Your goal: Look through the records below for lines containing the string "پزشکان", and report how many there are, nothing else.
══ Material provided
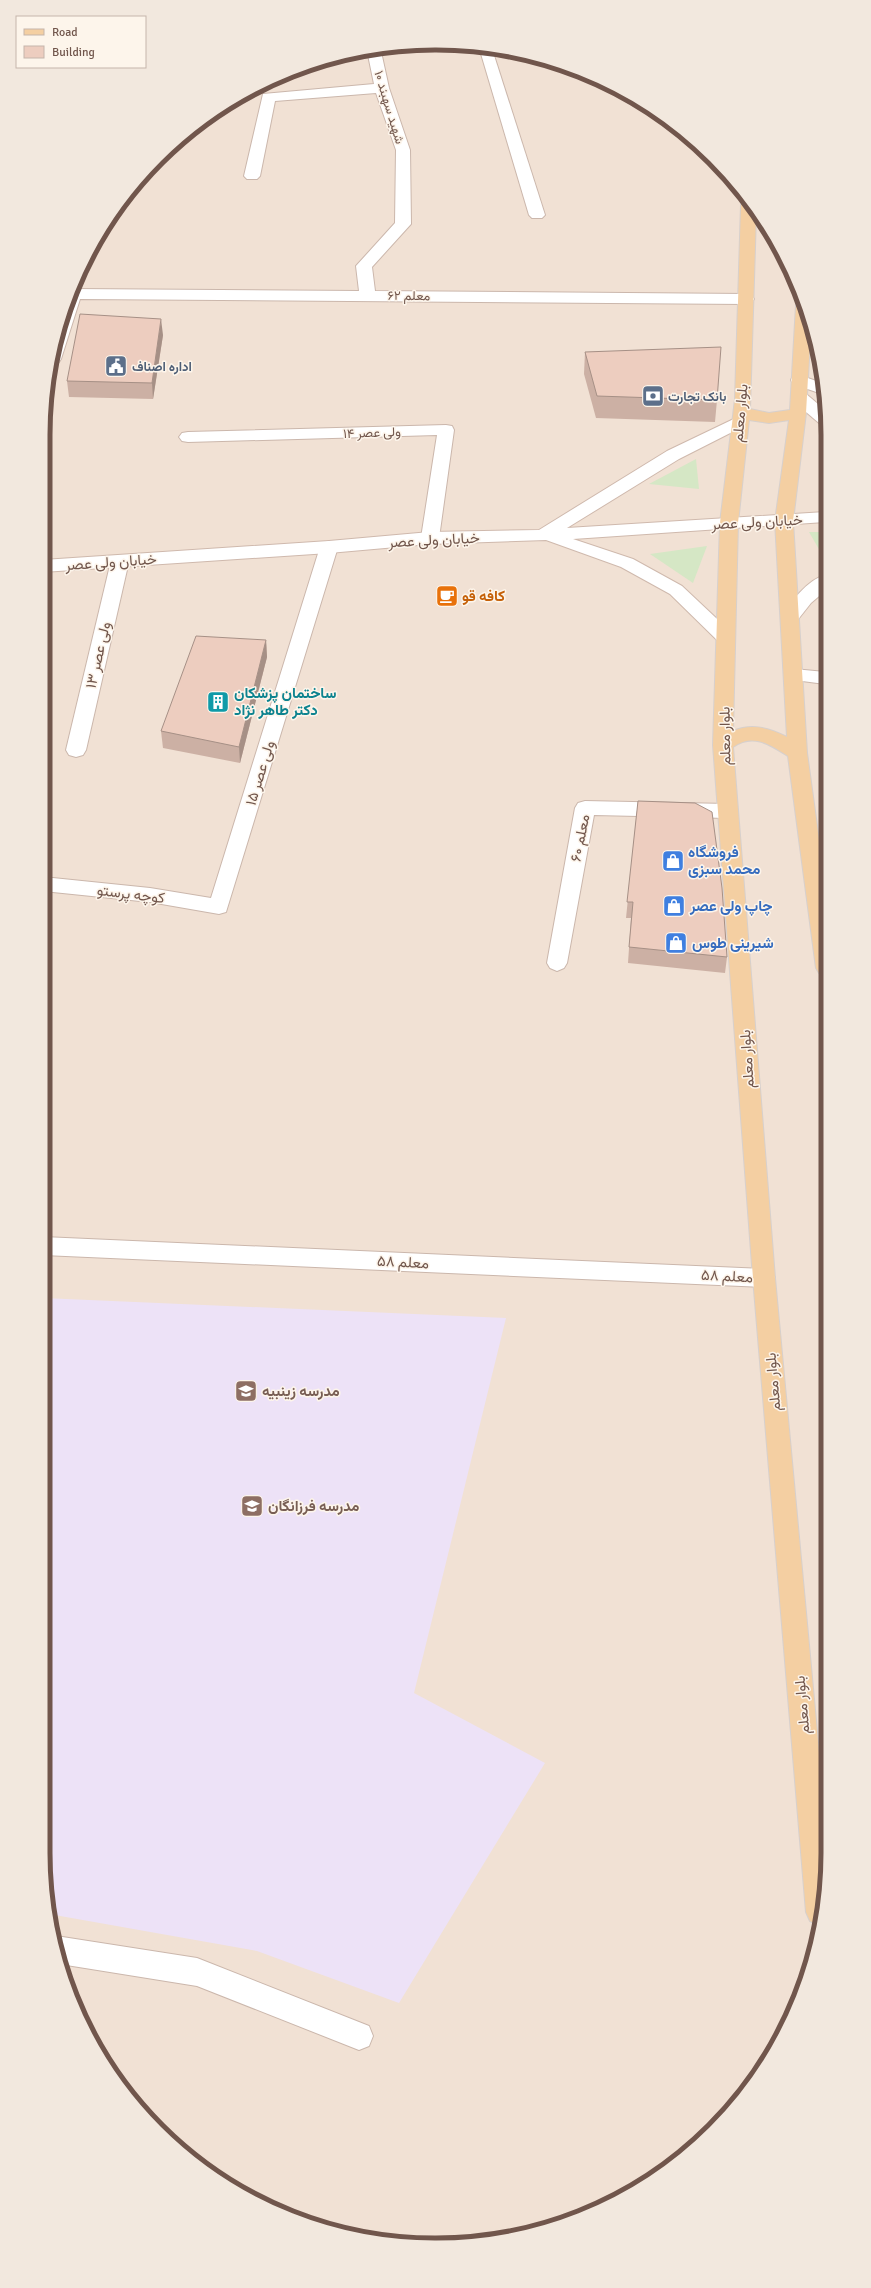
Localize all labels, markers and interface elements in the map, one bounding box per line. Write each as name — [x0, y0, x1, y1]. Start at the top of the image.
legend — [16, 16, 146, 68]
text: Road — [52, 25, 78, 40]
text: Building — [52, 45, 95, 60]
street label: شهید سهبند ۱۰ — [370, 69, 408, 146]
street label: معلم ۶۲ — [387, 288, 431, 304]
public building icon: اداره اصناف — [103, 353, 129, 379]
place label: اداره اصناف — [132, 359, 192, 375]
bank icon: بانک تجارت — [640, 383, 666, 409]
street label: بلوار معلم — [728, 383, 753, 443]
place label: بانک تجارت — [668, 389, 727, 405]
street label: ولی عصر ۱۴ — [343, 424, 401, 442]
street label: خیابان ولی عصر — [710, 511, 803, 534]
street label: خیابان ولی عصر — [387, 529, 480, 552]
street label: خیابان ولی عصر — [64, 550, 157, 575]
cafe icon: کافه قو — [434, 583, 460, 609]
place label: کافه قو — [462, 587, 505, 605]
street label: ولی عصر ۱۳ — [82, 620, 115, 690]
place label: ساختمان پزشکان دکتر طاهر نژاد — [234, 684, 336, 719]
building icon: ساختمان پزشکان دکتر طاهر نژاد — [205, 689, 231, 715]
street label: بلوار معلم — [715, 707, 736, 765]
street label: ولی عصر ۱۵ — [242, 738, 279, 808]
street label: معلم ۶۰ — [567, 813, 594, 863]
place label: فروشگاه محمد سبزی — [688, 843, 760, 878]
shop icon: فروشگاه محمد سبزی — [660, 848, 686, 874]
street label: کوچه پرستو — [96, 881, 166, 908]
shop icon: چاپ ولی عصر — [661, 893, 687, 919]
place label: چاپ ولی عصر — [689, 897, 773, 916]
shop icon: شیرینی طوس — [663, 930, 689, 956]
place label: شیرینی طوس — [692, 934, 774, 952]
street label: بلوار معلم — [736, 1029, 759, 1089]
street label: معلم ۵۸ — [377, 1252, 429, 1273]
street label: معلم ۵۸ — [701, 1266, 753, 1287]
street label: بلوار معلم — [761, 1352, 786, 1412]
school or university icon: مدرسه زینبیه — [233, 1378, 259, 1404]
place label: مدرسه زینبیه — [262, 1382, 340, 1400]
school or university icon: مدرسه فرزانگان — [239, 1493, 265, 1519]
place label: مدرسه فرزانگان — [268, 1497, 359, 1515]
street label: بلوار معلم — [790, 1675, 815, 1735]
════
Task answer: 2